» **WORK REQUIRED**: An exact copy of the listing below is required, minus its pictures.

» **MATERIAL PROVIDED**:

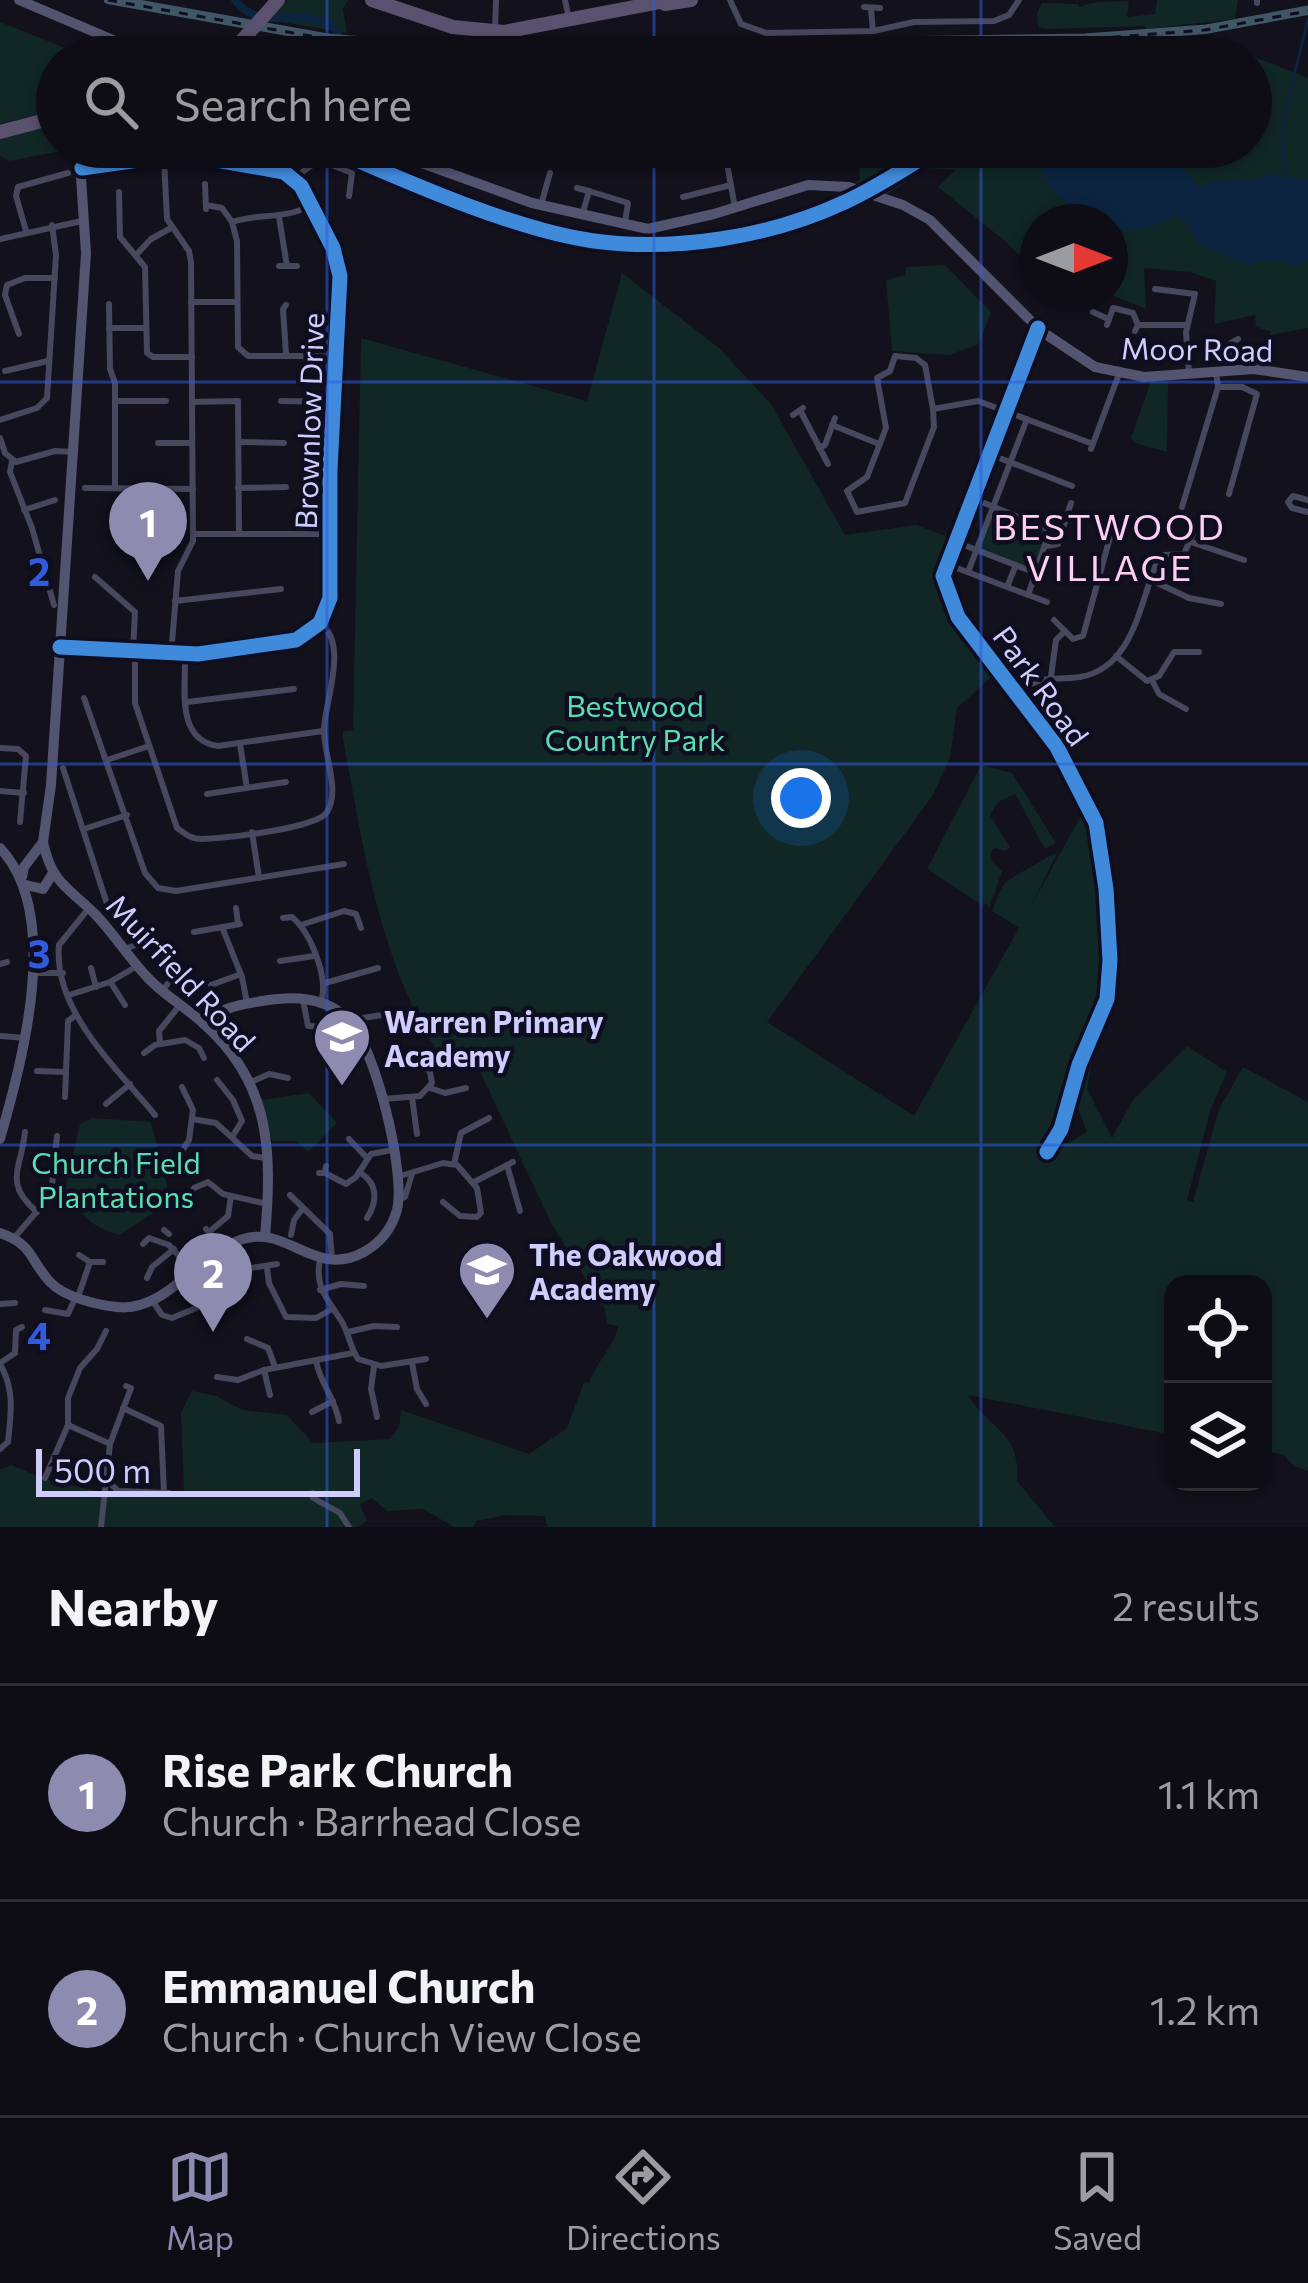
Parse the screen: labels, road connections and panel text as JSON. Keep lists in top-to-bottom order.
{
  "streets": {
    "street": [
      "Moor Road",
      "Brownlow Drive",
      "Park Road",
      "Muirfield Road"
    ]
  },
  "districts": ["BESTWOOD VILLAGE"],
  "parks": ["Bestwood Country Park", "Church Field Plantations"],
  "places": {
    "school or university": ["Warren Primary Academy", "The Oakwood Academy"]
  },
  "scale_bar": "500 m",
  "north": "right",
  "page": {
    "search": "Search here",
    "pins": ["1", "2"],
    "scale": "500 m",
    "heading": ["Nearby", "2 results"],
    "list": [
      {
        "mark": "1",
        "name": "Rise Park Church",
        "note": "Church · Barrhead Close",
        "value": "1.1 km"
      },
      {
        "mark": "2",
        "name": "Emmanuel Church",
        "note": "Church · Church View Close",
        "value": "1.2 km"
      }
    ],
    "nav": ["Map", "Directions", "Saved"]
  },
  "grid": {
    "rows": ["2", "3", "4"]
  }
}
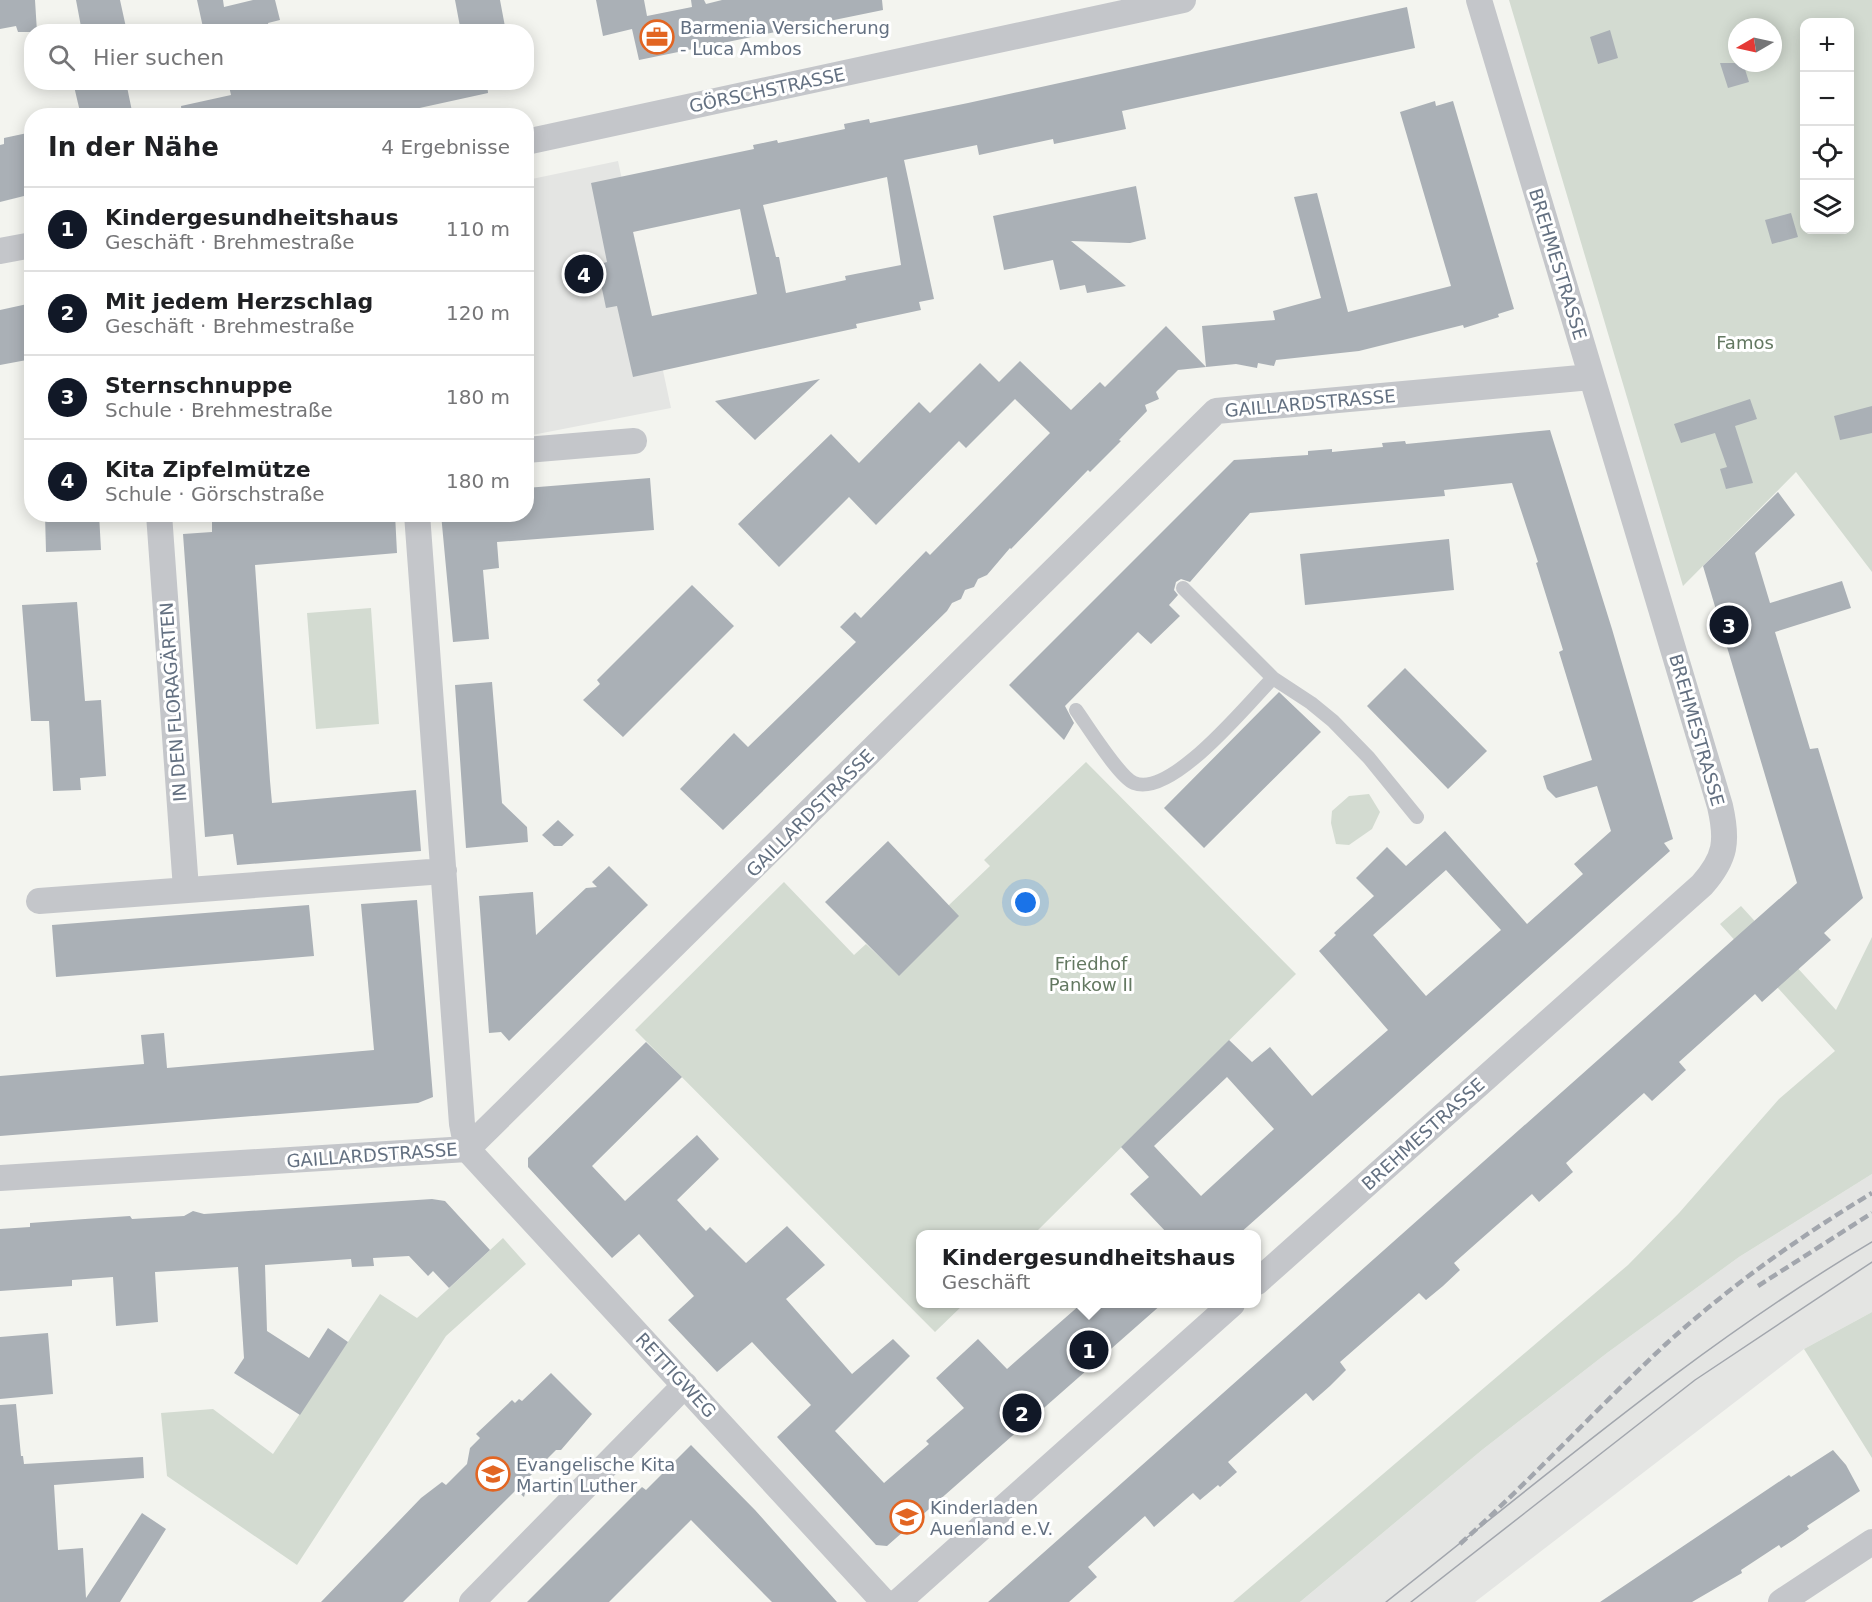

» **OUTPUT FOR THIS TASK**:
Parse the screen: labels, road connections and panel text as JSON. Keep lists in top-to-bottom order.
{
  "streets": {
    "street": [
      "Moor Road",
      "Brownlow Drive",
      "Park Road",
      "Muirfield Road"
    ]
  },
  "districts": ["BESTWOOD VILLAGE"],
  "parks": ["Bestwood Country Park", "Church Field Plantations"],
  "places": {
    "school or university": ["Warren Primary Academy", "The Oakwood Academy"]
  },
  "scale_bar": "500 m",
  "north": "right",
  "page": {
    "search": "Search here",
    "pins": ["1", "2"],
    "scale": "500 m",
    "heading": ["Nearby", "2 results"],
    "list": [
      {
        "mark": "1",
        "name": "Rise Park Church",
        "note": "Church · Barrhead Close",
        "value": "1.1 km"
      },
      {
        "mark": "2",
        "name": "Emmanuel Church",
        "note": "Church · Church View Close",
        "value": "1.2 km"
      }
    ],
    "nav": ["Map", "Directions", "Saved"]
  },
  "grid": {
    "rows": ["2", "3", "4"]
  }
}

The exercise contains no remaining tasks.